Monday Morning Updating The Database And Improving The Website Spider
February 28, 2022
laravel londinium openstreetmapOver the weekend, I like to explore new ideas and find potential solutions to improve londinium.com, discover new applications and find new code bases. One area I was looking at is the ability to get scores for websites. Many people have heard of Google PageRank and Alexa site ratings, but I want a get scores for a website on a variety of factors and use these to display a scorecard for each website url.
But now it is Monday morning and I like to start the week by updating the data by downloading a new data file from https://overpass-api.de/api/interpreter
I import this into the database and then run a website spider over the links to find more data for each entry and see what has changed.
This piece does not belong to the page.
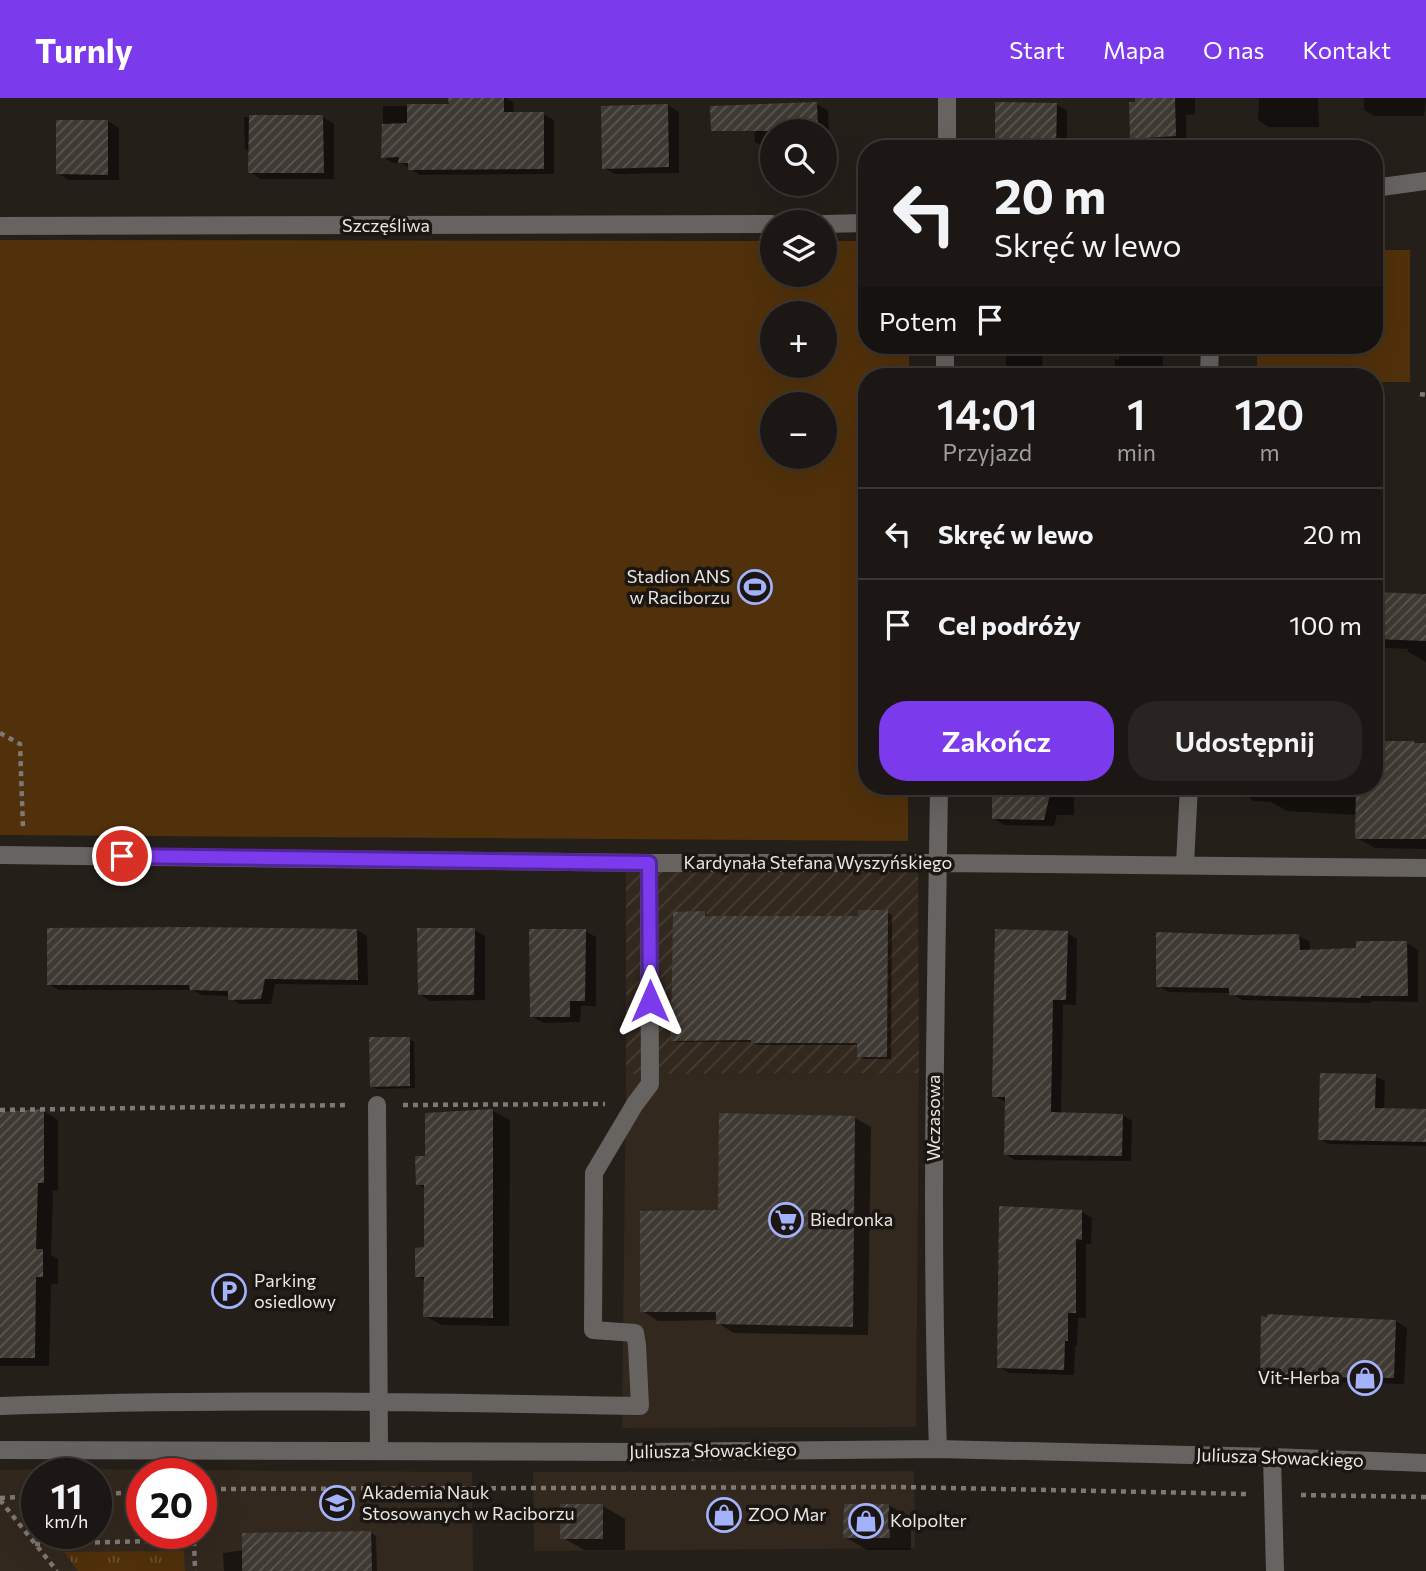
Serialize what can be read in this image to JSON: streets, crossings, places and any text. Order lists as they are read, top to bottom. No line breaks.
{"streets":{"street":["Szczęśliwa","Kardynała Stefana Wyszyńskiego","Wczasowa","Juliusza Słowackiego"]},"crossings":[["Kardynała Stefana Wyszyńskiego","Wczasowa"],["Wczasowa","Juliusza Słowackiego"]],"places":{"sports":["Stadion ANS w Raciborzu"],"supermarket":["Biedronka"],"parking":["Parking osiedlowy"],"shop":["Vit-Herba","ZOO Mar","Kolpolter"],"school or university":["Akademia Nauk Stosowanych w Raciborzu"]},"page":{"header":"Turnly","nav":["Start","Mapa","O nas","Kontakt"],"map_buttons":["+","−"],"turn":["20 m","Skręć w lewo"],"then":"Potem","eta":["14:01","Przyjazd","1","min","120","m"],"list":[{"name":"Skręć w lewo","value":"20 m"},{"name":"Cel podróży","value":"100 m"}],"buttons":["Zakończ","Udostępnij"],"speed":"11 km/h","limit":"20"}}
This is the overpass api query i run each week which covers a large area around London:
data=[out:json];nwr[~"^(brand|website|twitter|facebook|contact:website|contact:twitter|contact:facebook)$"~"."]
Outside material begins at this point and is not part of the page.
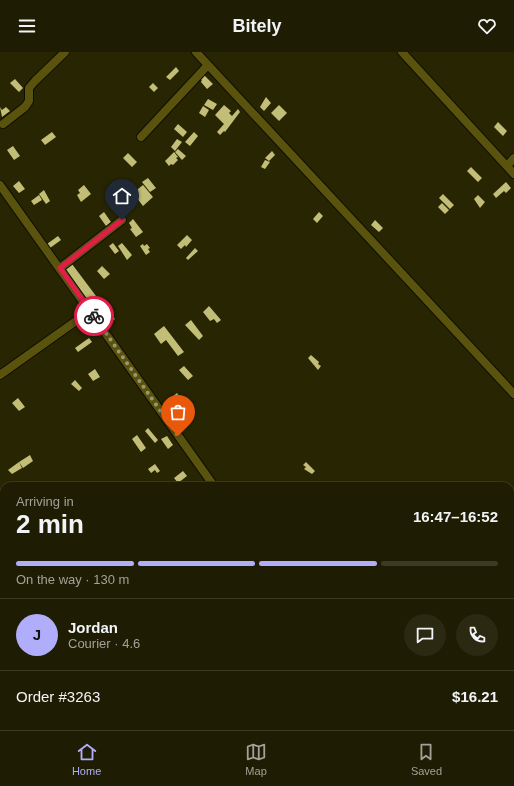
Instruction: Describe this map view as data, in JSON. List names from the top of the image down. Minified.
{"page":{"header":"Bitely","heading":["2 min","Arriving in","16:47–16:52"],"panel":["Jordan","Courier · 4.6","Order #3263","$16.21"],"bar":"On the way · 130 m","round":"J","tabs":["Home","Map","Saved"]}}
(51.11386850819646,-1.197509765625,51.92394344554469,0.85418701171875);out center;
There is a huge fall in the number of entries from last week, approx 55,000 this week, compared to 62,000 last week. I wonder what is causing this difference? I will investigate in a future blog post.
One error I was having with the spider is when a field it too long for the database field. For example, a title
tag is longer than the 255 varchar field the database allows. One of the nice things in Laravel, is the ability to use helpers where the Str::limit helper allows me to truncate the string to the correct length, thus preventing the error.
Another feature of the spider is to determine the HTTP response codes for the website. Here is a table of the most common results and their meanings.
HTTP Code | Count | Meaning |
---|---|---|
200 | 30592 | OK |
404 | 2167 | Not Found |
403 | 739 | Forbidden |
500 | 76 | Internal Server Error |
503 | 75 | Service Unavailable |
409 | 22 | Conflict |
400 | 20 | Bad Request |
410 | 14 | Gone |
And also a handful of the following HTTP codes: 429, 502, 401, 402, 530, 423, 415, 406, 521, 301, 300, 526, 426. These however are only a handful each.
Other errors which I am investigating occur when Guzzle returns
- request exception
- connection exception
- Undefined variable $response {"exception":"[object] (ErrorException(code: 0): Undefined variable $response ...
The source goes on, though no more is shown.